Collected data:
::::

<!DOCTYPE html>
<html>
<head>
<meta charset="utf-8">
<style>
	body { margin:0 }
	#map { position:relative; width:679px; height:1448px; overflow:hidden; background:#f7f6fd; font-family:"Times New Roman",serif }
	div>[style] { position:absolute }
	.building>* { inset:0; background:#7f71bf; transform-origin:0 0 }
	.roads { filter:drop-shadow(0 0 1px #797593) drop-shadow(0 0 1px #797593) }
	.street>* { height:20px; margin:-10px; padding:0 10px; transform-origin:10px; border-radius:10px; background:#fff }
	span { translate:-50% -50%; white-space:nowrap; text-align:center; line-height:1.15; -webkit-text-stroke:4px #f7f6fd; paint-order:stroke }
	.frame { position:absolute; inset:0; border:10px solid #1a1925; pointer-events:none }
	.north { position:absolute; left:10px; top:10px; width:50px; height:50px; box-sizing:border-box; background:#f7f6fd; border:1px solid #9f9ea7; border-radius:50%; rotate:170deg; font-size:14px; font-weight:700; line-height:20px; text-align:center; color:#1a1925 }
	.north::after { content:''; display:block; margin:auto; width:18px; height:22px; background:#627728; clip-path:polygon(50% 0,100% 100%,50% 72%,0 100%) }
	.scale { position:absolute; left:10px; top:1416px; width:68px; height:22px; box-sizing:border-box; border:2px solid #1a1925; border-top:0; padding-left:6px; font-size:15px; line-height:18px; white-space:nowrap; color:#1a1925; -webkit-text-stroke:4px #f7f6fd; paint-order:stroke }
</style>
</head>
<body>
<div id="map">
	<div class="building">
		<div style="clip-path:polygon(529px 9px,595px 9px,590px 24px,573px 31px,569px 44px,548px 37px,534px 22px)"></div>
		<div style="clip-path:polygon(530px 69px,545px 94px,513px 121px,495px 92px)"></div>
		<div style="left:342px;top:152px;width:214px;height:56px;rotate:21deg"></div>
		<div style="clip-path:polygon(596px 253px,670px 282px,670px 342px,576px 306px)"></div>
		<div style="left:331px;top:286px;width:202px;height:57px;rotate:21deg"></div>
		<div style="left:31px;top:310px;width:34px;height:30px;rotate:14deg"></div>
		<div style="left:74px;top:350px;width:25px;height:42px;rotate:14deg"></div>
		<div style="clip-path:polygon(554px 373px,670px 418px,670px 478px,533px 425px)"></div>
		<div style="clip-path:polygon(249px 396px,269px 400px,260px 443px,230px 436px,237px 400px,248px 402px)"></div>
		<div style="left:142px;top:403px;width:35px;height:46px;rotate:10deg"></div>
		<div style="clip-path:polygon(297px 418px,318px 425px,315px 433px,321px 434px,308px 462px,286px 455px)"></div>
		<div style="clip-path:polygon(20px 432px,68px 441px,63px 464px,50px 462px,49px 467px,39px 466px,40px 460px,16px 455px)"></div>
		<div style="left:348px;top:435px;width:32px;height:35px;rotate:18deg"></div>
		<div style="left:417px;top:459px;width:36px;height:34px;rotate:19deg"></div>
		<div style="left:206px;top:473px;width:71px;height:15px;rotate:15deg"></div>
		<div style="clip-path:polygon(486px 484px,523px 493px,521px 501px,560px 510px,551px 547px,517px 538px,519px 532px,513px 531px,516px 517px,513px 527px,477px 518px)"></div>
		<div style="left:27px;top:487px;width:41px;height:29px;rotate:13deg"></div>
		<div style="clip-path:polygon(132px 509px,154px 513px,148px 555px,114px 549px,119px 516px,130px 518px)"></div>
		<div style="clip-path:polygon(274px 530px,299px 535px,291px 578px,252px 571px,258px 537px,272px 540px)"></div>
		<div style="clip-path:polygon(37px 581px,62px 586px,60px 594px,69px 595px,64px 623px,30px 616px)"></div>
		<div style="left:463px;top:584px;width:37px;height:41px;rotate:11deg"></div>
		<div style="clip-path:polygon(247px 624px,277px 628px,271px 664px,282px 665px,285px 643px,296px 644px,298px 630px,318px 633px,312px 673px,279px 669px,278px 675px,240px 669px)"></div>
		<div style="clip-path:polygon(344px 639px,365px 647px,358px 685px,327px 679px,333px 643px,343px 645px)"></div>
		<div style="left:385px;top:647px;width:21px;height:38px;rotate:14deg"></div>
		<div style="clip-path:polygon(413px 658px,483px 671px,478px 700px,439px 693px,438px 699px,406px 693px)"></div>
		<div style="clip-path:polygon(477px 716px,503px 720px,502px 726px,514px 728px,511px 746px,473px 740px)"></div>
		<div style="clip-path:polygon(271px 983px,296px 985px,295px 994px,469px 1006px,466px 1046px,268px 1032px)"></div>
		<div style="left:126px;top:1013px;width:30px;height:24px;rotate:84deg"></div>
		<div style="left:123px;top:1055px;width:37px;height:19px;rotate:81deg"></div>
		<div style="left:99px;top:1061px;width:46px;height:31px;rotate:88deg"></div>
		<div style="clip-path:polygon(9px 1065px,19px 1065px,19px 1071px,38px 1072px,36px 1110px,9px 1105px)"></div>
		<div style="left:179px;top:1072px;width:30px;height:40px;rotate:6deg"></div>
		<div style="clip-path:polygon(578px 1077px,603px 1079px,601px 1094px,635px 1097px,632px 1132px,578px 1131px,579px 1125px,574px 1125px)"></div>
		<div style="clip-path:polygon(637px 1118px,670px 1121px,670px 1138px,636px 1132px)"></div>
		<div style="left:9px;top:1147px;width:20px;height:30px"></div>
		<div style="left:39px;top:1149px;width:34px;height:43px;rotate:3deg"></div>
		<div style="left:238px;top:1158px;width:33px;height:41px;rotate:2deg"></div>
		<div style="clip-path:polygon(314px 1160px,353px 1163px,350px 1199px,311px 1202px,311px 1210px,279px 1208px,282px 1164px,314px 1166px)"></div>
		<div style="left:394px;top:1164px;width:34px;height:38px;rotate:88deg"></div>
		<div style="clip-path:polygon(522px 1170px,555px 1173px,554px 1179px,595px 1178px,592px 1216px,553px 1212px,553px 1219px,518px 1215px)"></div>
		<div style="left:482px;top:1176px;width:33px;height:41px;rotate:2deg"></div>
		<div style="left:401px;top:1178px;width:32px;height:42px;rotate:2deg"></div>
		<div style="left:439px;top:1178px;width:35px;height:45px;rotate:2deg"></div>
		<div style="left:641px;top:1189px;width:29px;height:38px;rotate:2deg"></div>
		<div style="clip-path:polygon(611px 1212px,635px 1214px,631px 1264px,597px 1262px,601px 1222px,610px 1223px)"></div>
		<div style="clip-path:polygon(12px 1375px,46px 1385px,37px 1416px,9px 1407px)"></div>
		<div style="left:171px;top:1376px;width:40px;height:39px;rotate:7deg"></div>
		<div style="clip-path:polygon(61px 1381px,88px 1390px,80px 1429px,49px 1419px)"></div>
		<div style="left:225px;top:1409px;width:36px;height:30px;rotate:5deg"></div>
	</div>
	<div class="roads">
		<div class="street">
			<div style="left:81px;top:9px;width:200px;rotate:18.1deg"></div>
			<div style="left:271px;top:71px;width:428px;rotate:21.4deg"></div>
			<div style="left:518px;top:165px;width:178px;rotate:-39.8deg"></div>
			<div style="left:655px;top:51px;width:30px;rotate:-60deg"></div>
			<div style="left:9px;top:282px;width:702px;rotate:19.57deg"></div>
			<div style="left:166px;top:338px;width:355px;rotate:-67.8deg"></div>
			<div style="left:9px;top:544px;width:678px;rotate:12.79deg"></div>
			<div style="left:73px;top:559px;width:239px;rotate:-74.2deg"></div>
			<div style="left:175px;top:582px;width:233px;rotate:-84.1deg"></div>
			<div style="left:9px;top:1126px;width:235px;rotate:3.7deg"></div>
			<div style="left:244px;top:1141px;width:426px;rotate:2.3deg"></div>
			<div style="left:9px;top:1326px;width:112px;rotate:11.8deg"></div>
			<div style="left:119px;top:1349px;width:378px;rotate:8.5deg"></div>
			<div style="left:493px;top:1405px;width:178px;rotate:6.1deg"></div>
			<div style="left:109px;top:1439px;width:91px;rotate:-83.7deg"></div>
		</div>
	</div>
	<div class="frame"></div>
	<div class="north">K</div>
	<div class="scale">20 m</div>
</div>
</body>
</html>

::::

▸ TASK REQUIREMENTS
Transcribe the lines above between the line holding "983px,296px 985px,295px 994px,469px" and the line holding "1212px,635px 1214px,631px 1264px,597px", inclusive, exactly as they stand and with nothing added.

▸ SOLVED EXERCISE
		<div style="clip-path:polygon(271px 983px,296px 985px,295px 994px,469px 1006px,466px 1046px,268px 1032px)"></div>
		<div style="left:126px;top:1013px;width:30px;height:24px;rotate:84deg"></div>
		<div style="left:123px;top:1055px;width:37px;height:19px;rotate:81deg"></div>
		<div style="left:99px;top:1061px;width:46px;height:31px;rotate:88deg"></div>
		<div style="clip-path:polygon(9px 1065px,19px 1065px,19px 1071px,38px 1072px,36px 1110px,9px 1105px)"></div>
		<div style="left:179px;top:1072px;width:30px;height:40px;rotate:6deg"></div>
		<div style="clip-path:polygon(578px 1077px,603px 1079px,601px 1094px,635px 1097px,632px 1132px,578px 1131px,579px 1125px,574px 1125px)"></div>
		<div style="clip-path:polygon(637px 1118px,670px 1121px,670px 1138px,636px 1132px)"></div>
		<div style="left:9px;top:1147px;width:20px;height:30px"></div>
		<div style="left:39px;top:1149px;width:34px;height:43px;rotate:3deg"></div>
		<div style="left:238px;top:1158px;width:33px;height:41px;rotate:2deg"></div>
		<div style="clip-path:polygon(314px 1160px,353px 1163px,350px 1199px,311px 1202px,311px 1210px,279px 1208px,282px 1164px,314px 1166px)"></div>
		<div style="left:394px;top:1164px;width:34px;height:38px;rotate:88deg"></div>
		<div style="clip-path:polygon(522px 1170px,555px 1173px,554px 1179px,595px 1178px,592px 1216px,553px 1212px,553px 1219px,518px 1215px)"></div>
		<div style="left:482px;top:1176px;width:33px;height:41px;rotate:2deg"></div>
		<div style="left:401px;top:1178px;width:32px;height:42px;rotate:2deg"></div>
		<div style="left:439px;top:1178px;width:35px;height:45px;rotate:2deg"></div>
		<div style="left:641px;top:1189px;width:29px;height:38px;rotate:2deg"></div>
		<div style="clip-path:polygon(611px 1212px,635px 1214px,631px 1264px,597px 1262px,601px 1222px,610px 1223px)"></div>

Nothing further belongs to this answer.